Issue
I have a movie dataset that contains a column that lists the movie’s genre as such:
title genres
t1 ['Drama', 'Science Fiction', 'War']
t2 ['Action', 'Crime']
I want to encode them to be:
title Drama Science Fiction War Action Crime
t1 1 1 1 0 0
t2 0 0 0 1 1
I have tried MultiLabelBinarizer, but the output came out to be:
, A D F S W a c d e i m n o r t u v
0 1 1 1 0 1 1 0 0 1 1 1 1 0 1 1 1 1 1 1
1 1 1 0 1 1 1 1 1 1 0 1 1 1 1 1 1 1 0 0
How can I solve this problem? Is there another way for me to achieve this?
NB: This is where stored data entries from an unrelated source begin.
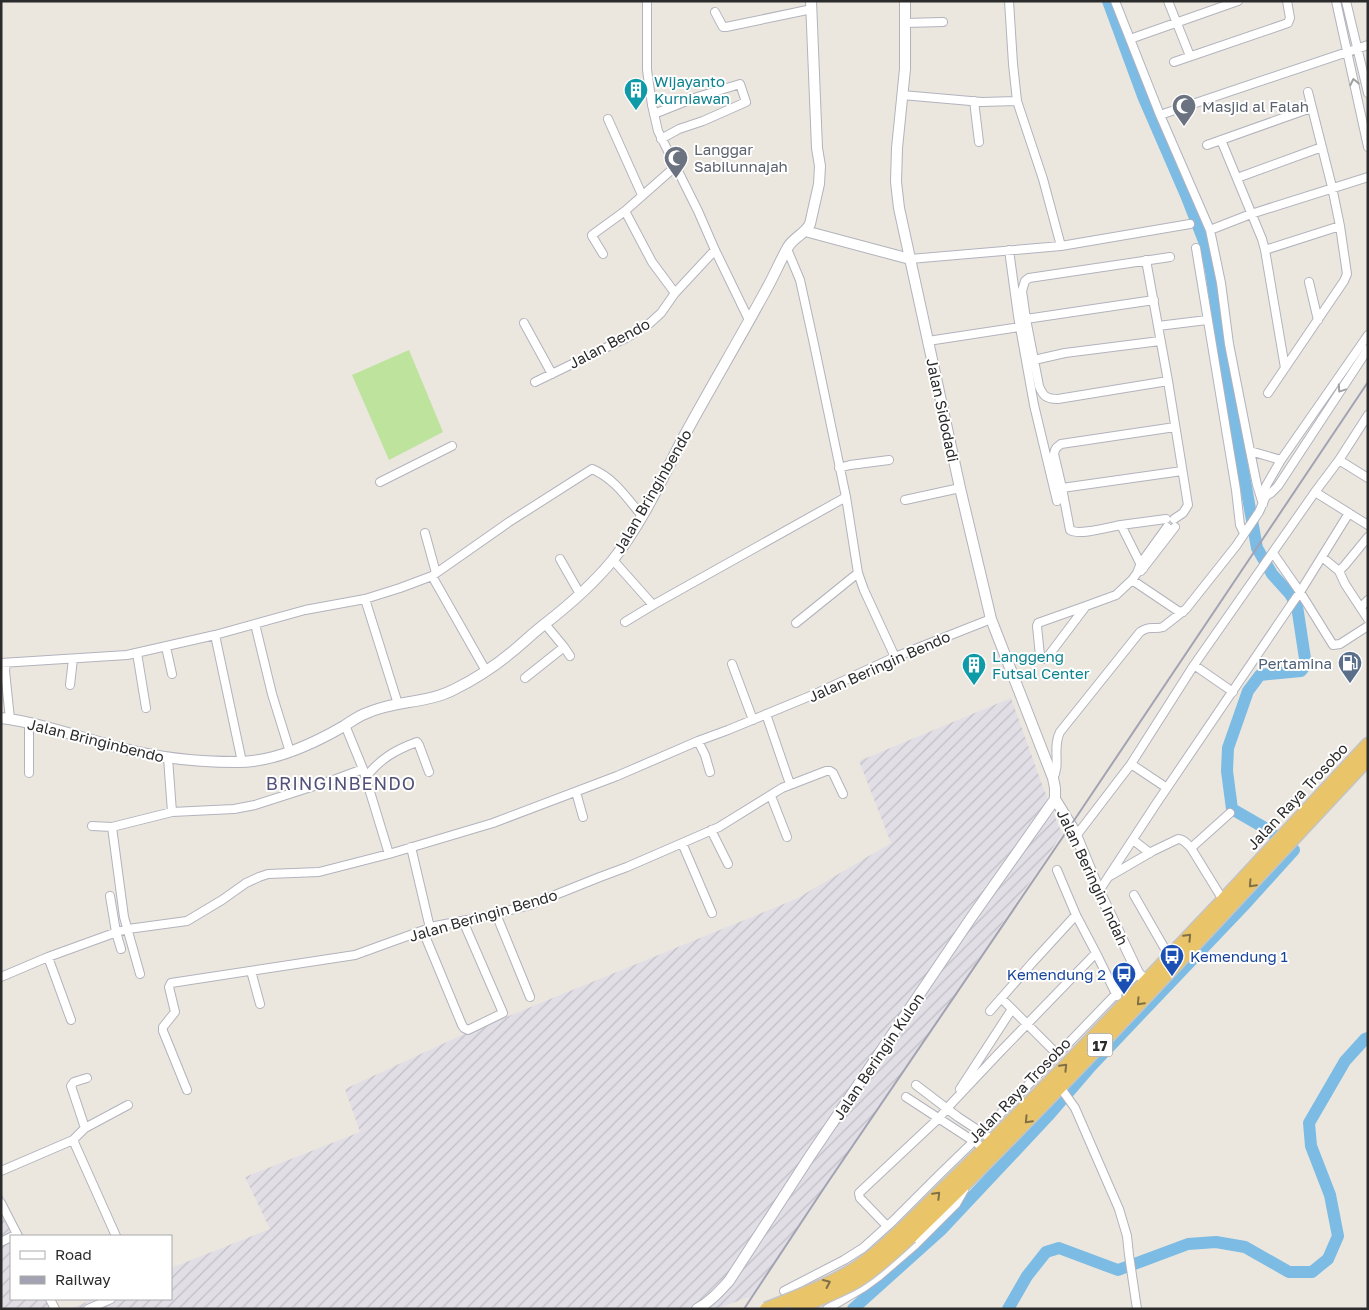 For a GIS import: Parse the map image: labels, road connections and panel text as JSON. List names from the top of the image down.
{
  "streets": {
    "highway": ["Jalan Raya Trosobo", "17"],
    "street": [
      "Jalan Bendo",
      "Jalan Sidodadi",
      "Jalan Bringinbendo",
      "Jalan Beringin Bendo",
      "Jalan Beringin Indah",
      "Jalan Beringin Kulon"
    ]
  },
  "crossings": [
    ["Jalan Sidodadi", "Jalan Beringin Bendo"],
    ["Jalan Raya Trosobo", "Jalan Beringin Indah"],
    ["Jalan Beringin Indah", "Jalan Beringin Kulon"]
  ],
  "districts": ["BRINGINBENDO"],
  "places": {
    "building": ["Wijayanto Kurniawan", "Langgeng Futsal Center"],
    "mosque": ["Masjid al Falah", "Langgar Sabilunnajah"],
    "fuel station": ["Pertamina"],
    "bus stop": ["Kemendung 1", "Kemendung 2"]
  },
  "legend": ["Road", "Railway"]
}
Any help would be greatly appreciated.
Solution
Considering this is your df:
title genres
0 t1 [Drama, Science Fiction, War]
1 t2 [Action, Crime]
You should do something like this:
# edit
# consider adding this line if your df.genre is a string of list
df.genres = df.genres.apply(lambda x: eval(x))
exploded_df = df.explode(column='genres')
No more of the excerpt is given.